I discovered what some crafters have long known — the beauties of stamping with food. Part of the pleasure derives from the experimentation, and part from the element of surprise when an ordinary vegetable imparts a beautiful image.
Kristen Sutcliffe of Oberlin, Ohio, came to love stamping while teaching preschool in Japan, where it's popular, she says.
Her favorite food tool? Okra.
"It's so pretty," Sutcliffe says. "It looks like a little flower."
Heads of bok choy and celery stamp pretty roses. Pull off a stalk of either to stamp U shapes. Peppers, sliced in half and deseeded, stamp wavy rounds for making flowers.
Garlic is the favored stamp of Sarah Raven, program director for a group with the acronym GARLIC (Green Art Recreating Life in Communities) that encourages low-income residents of New Haven, Conn., to make art from recycled items. Garlic, too, can create a delicate flower image.
The discovery was part of the thrill, Raven says.
"I tried to ink the entire garlic and that didn't work," she says. Then she pulled a single clove out of the bulb and realized it looked like a finger and a flower petal.
"The individual clove becomes a stamping surface for individual flower petals," Raven says.
She also has tried carved potatoes and star fruit cut in half. The latter is a little unwieldy and stinky, she says.
Terri Ouellette of Phoenix has a tip for that: Cut and air-dry citrus and other watery fruits and vegetables, sometimes overnight, before working with them, she says. Be watchful because they dry out quickly.
"Anything with a very high water content does not work very well," says Ouellette, who posts crafts videos to YouTube and her own website, Super Simple with Terri O.
What works, she says: apples, oranges and pears. What doesn't: grapes, broccoli and lettuce.
Besides celery, Ouellette likes using mushrooms, cauliflower and potatoes.
Potatoes "can be cut up into anything and turned into a great stamp," she says. "You just have to carve in reverse."
Marcie McGoldrick, editorial director of holiday and crafts for Martha Stewart Living, has stamped with apple halves, carrots (the ends make polka dots) and radicchio.
Radicchio?

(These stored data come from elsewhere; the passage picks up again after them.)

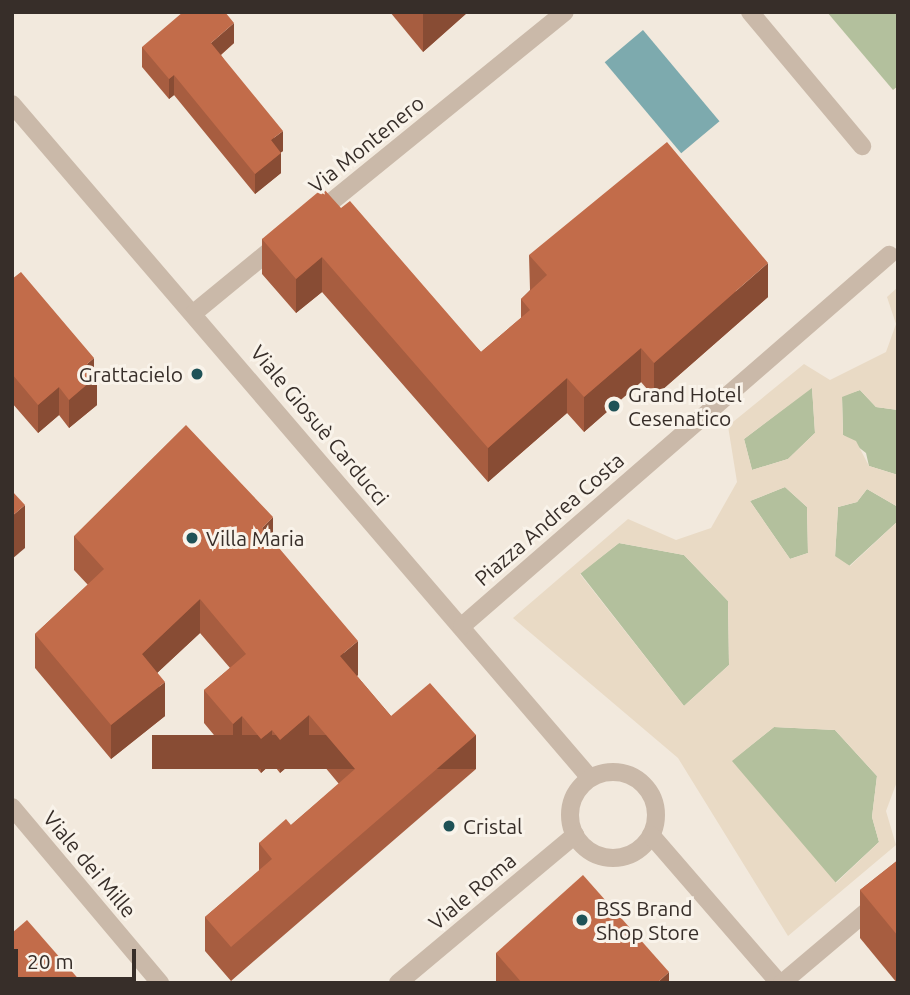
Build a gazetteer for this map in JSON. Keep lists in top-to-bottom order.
{
  "streets": {
    "street": [
      "Via Montenero",
      "Viale Giosuè Carducci",
      "Piazza Andrea Costa",
      "Viale dei Mille",
      "Viale Roma"
    ]
  },
  "crossings": [
    ["Via Montenero", "Viale Giosuè Carducci"],
    ["Viale Giosuè Carducci", "Piazza Andrea Costa"],
    ["Viale Giosuè Carducci", "Viale Roma"]
  ],
  "places": [
    "Grattacielo",
    "Grand Hotel Cesenatico",
    "Villa Maria",
    "Cristal",
    "BSS Brand Shop Store"
  ],
  "scale_bar": "20 m"
}
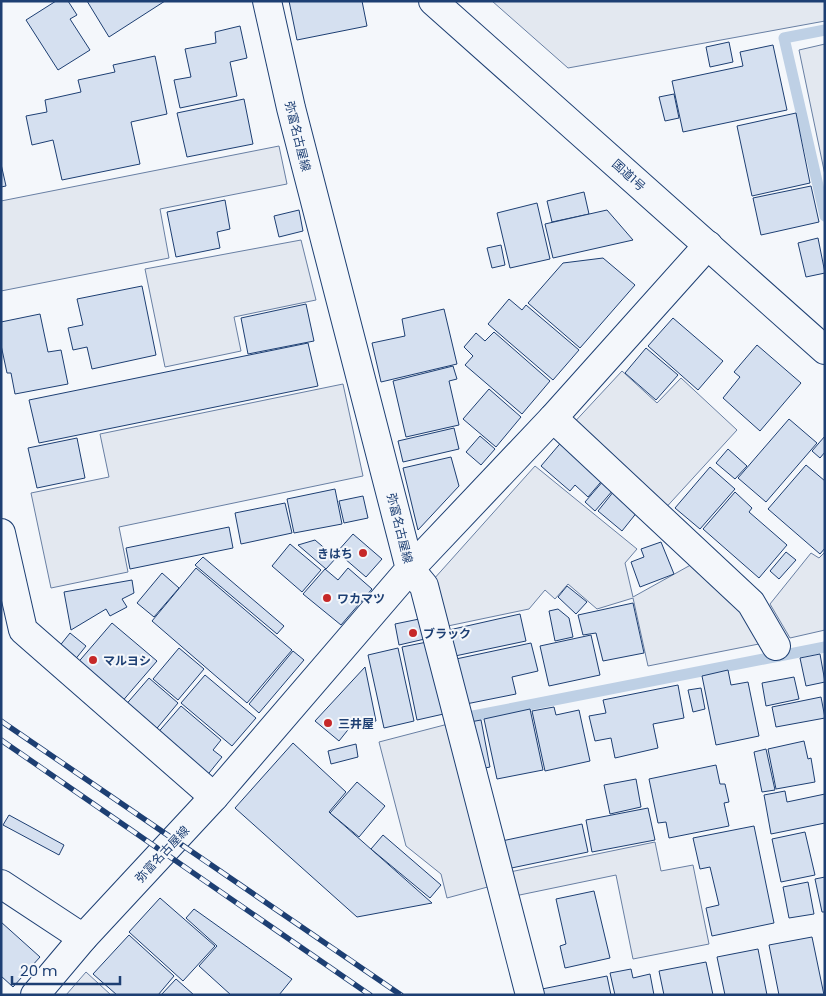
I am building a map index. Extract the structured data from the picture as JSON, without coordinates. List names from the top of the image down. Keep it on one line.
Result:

The cut end of a head of radicchio, like celery and bok choy, makes a version of a rose print.
Martha Stewart Living online also recommends trying Brussels sprouts cut in half.
The whole venture is trial and error, says McGoldrick.
"It's really just looking at different things when you're cooking," she says, and then having a printing day.
As with other stamping, use a stamp pad or acrylic paint for stamping on paper. Use fabric-specific acrylic paint for printing on textiles.
Sutcliffe recommends soaking a sponge with tempera (poster) paint or pouring a thin layer of the paint on a plate and using either as an ink pad.
Once your prints are dry, add embellishments, such as stems or leaves, with colored markers or fabric markers, says Ouellette. She has stamped aprons, placemats and tote bags with food. McGoldrick has stamped note cards and gift wrap.
Sutcliffe, whose book for kids, "Fabric, Paper, Thread," will be published in June by C&T Publishing, prints mostly on paper gift tags and note cards, and small swatches of fabric. Sometimes her 6-year-old daughter joins her.
While it's a great project for kids, food stamping also can provide attractive artwork for the home.
McGoldrick recommends stamping several images of the same vegetables but in complementary colors, then framing the series.
She also recommends this for gardeners who want to document their harvest artistically.
"It'd be beautiful to pull a carrot up and cut it in half and print with that," McGoldrick says. "It's a way of documenting what you did."